In all the coverage of the barbaric terror attacks in Paris Wednesday, one fact of the story kept getting repeated in a curious way on network news, cable news, and in most mainstream publications. They kept saying, “Charlie Hebdo published cartoons of the Prophet Muhammad.”
Do you see it? You probably have become so used to it you don’t even notice anymore. But it’s strange, isn’t it?
Why on earth do the news media continue to proclaim Muhammad as a prophet? Isn’t “prophet,” in this context, a subjective modifier? Words are important, and the word “prophet” means something very specific.
The Prophetic Nature of Muhammad Is Not A Universal Truth
When the media calls Muhammad a “prophet” they are imparting to him a title that is not based in fact but is a matter of faith. To call Muhammad a “prophet,” don’t you have to believe he was divinely inspired? It is arguable that Muhammad’s status as a prophet is not an objective fact. And the media is supposed to deal in facts, whenever possible (climate change reporting notwithstanding.)
To be sure, if a reporter is Muslim, it would make sense, I suppose, to refer to Muhammad as “The Prophet Muhammad” because he personally believes that Muhammad was an inspired messenger from God. However, in our secular media, it would still be inappropriate.
Can you imagine MSNBC’s Chris Hayes referring to the Charlie Hebdo cartoons by saying, “When I first heard about the murders at the magazine’s office, I remembered the controversy nearly ten years ago over Danish cartoons mocking the Prophet Muhammad, peace be upon him.” Of course not! (By the way, the preceding is an exact quote of Hayes last night except for the addition of “peace be upon him.”)
I’m sure many American journalists are Christians, but when reporting a story that involved Jesus Christ it wouldn’t be proper to refer to him as “Our Lord and Savior Jesus Christ,” or “Jesus Christ, the Messiah.” Surely when an American journalist reports on cartoon images of “the Prophet Muhammad” he is not proclaiming his belief that Muhammad was, in fact, a prophet. So why do they do it?
Let’s Ask the Associated Press
Two years ago, Joel Engel at Legal Insurrection wrote about the Associated Press’s use of the term. He opined that “the Prophet Muhammad” had made its way into the legendary AP stylebook and the AP flatly denied it:
AP Stylebook entry is as follows:
Muhammad The chief prophet and central figure of the Islamic religion, Prophet Muhammad. Use other spellings only if preferred by a specific person for his own name or in a title or the name of an organization.
Prophet Muhammad is italicized in the entry showing that AP would capitalize the P before name. It does not mean “Prophet” should always be used before the name.
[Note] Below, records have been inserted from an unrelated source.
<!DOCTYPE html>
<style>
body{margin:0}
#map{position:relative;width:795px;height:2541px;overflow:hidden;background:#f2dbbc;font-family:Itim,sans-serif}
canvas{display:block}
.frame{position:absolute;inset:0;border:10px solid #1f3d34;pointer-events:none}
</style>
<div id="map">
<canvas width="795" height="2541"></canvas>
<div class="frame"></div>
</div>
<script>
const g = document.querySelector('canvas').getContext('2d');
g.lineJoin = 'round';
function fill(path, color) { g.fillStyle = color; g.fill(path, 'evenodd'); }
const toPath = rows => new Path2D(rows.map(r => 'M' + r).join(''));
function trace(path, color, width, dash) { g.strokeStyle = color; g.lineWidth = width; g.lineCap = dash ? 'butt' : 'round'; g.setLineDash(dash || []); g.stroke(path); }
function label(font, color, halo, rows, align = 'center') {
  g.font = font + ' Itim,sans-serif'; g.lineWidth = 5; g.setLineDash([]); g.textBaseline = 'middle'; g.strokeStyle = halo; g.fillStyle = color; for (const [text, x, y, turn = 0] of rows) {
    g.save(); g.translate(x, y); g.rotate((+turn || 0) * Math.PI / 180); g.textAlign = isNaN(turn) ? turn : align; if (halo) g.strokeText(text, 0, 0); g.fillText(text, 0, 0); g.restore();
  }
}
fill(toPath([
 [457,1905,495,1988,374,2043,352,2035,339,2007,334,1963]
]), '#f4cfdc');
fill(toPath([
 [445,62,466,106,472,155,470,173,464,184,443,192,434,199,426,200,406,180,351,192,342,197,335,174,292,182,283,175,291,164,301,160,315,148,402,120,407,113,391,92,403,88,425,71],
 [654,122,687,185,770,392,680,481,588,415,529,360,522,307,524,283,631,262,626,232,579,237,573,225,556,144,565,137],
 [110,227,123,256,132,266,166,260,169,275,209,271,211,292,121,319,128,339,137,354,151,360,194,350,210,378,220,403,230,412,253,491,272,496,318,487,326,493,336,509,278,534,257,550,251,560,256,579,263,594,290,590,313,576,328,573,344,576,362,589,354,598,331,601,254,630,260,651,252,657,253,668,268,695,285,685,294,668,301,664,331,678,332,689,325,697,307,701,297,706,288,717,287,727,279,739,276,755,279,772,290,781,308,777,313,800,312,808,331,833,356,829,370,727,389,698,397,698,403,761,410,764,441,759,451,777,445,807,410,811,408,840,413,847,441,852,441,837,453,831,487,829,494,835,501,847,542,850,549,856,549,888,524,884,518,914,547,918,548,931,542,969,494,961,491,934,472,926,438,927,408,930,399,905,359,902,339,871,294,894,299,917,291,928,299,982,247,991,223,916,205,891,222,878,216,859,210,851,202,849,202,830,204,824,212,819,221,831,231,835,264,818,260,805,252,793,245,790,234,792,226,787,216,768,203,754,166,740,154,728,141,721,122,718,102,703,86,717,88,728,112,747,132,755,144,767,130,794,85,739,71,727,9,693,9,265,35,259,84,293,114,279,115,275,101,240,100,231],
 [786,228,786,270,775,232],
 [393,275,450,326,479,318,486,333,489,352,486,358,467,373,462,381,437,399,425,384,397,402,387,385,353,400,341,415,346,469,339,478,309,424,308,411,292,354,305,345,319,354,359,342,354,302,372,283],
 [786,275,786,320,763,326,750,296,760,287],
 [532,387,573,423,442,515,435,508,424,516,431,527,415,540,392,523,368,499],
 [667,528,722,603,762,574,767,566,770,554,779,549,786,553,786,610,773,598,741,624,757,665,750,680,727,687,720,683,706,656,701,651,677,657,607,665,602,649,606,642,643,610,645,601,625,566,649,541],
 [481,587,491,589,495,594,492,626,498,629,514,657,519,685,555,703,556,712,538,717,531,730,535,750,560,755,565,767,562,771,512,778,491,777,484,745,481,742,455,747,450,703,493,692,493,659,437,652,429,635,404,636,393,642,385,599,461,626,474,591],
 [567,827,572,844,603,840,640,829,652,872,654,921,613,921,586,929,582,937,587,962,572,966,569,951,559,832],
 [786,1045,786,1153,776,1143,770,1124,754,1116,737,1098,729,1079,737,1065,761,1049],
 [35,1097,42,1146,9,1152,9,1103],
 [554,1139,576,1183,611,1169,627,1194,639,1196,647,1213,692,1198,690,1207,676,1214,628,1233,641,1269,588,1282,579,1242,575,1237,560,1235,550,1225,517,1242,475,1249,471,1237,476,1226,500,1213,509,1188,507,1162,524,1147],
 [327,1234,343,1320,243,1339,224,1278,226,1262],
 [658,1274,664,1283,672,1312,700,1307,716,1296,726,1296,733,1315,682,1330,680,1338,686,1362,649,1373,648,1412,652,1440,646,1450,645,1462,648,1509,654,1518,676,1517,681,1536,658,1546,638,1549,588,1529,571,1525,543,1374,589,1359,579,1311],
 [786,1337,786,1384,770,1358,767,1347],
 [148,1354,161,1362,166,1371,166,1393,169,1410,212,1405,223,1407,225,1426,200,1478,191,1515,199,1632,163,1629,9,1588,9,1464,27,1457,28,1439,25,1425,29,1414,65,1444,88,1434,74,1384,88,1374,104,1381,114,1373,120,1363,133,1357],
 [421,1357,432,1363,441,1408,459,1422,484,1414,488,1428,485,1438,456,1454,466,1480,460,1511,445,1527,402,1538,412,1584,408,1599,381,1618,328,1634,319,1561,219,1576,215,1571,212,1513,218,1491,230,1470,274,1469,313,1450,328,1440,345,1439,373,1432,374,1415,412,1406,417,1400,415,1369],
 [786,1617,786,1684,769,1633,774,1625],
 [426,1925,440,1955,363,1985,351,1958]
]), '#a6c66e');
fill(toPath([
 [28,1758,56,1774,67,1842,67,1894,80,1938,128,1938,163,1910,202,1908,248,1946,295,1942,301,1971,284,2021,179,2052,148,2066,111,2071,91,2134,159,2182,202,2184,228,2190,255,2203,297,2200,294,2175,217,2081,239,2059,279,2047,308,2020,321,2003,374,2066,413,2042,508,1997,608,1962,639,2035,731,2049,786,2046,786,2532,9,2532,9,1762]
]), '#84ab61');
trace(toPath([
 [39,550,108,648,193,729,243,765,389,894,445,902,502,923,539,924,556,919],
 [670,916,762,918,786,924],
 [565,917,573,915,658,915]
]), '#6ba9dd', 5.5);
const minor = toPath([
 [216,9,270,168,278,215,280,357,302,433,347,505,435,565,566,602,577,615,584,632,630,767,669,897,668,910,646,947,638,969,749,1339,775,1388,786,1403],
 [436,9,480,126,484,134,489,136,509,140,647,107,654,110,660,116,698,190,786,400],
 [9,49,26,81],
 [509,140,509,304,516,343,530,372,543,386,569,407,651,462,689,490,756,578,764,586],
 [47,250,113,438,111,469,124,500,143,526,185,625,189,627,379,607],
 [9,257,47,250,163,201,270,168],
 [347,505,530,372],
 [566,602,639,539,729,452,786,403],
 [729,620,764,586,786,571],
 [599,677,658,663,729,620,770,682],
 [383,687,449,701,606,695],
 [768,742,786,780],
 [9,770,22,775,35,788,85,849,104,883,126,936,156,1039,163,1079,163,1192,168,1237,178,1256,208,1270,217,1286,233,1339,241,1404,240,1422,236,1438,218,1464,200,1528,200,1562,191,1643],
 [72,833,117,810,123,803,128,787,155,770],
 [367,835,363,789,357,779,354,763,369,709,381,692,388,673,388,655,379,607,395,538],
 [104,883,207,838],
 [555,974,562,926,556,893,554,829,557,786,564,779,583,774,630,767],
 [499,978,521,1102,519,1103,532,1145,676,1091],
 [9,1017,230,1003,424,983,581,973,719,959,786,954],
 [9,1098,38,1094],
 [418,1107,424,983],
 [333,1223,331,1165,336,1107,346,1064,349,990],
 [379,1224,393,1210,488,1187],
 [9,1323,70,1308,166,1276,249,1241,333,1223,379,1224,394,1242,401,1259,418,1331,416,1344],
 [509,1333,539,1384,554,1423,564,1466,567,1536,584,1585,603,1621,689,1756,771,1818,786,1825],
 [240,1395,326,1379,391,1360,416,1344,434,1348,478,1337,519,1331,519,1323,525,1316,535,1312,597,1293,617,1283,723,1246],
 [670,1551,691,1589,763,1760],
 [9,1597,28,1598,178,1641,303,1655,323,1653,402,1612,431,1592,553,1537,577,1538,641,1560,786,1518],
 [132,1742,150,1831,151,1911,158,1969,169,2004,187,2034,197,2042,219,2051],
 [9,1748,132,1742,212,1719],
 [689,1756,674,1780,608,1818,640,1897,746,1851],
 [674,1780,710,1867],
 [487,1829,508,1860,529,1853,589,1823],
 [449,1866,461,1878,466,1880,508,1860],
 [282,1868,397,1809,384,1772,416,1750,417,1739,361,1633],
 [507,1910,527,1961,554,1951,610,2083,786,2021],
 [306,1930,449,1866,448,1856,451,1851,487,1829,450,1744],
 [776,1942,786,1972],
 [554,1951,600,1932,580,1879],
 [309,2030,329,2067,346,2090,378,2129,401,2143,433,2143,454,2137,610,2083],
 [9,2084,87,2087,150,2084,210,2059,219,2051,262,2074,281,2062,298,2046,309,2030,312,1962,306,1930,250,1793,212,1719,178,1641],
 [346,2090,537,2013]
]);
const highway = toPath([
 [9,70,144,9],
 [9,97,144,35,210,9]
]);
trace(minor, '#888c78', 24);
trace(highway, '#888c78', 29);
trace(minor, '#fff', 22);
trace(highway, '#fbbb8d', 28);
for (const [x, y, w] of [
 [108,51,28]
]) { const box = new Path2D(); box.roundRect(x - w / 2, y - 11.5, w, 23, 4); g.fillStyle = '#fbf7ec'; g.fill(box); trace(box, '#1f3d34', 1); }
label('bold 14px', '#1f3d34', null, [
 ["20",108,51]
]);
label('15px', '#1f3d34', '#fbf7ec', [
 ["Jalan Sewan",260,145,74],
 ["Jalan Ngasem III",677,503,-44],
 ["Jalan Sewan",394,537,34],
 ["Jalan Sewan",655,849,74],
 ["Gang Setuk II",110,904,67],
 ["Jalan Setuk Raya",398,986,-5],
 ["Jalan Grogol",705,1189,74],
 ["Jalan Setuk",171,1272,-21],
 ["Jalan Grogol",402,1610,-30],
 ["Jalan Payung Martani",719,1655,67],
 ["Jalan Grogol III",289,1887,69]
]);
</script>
So if this is the case, why do reporters continue to do it?
To be clear, I am not suggesting that this is some conspiratorial “creeping Shariah” infecting American newsrooms. In fact, I think the reason behind this is the same deadly combination that infects most everything that Americans loathe about our mainstream media: It’s insipid political correctness mixed with intellectual laziness.
Someone, somewhere started using the term “the Prophet Muhammad” because they wanted to sound more inclusive, sensitive, and informed. Others heard it and started a sort of chain-reaction copy-paste that often happens in the media. Suddenly everyone was talking the same way and using the same phrases and none of them really pay attention to what they are saying.
Here’s the deal: Muhammad is a “prophet” if you believe in Islam. If you do not, then he is not a “prophet,” he is just an historical figure. Members of the media should not be obliged to label him a prophet in the same way they are not obliged to call Jesus the “Savior,” Mary the “Blessed Virgin,” or Abraham, Moses, or Samuel “prophets.”
But they’ll continue to assign the title to Muhammad. And none of them really know why.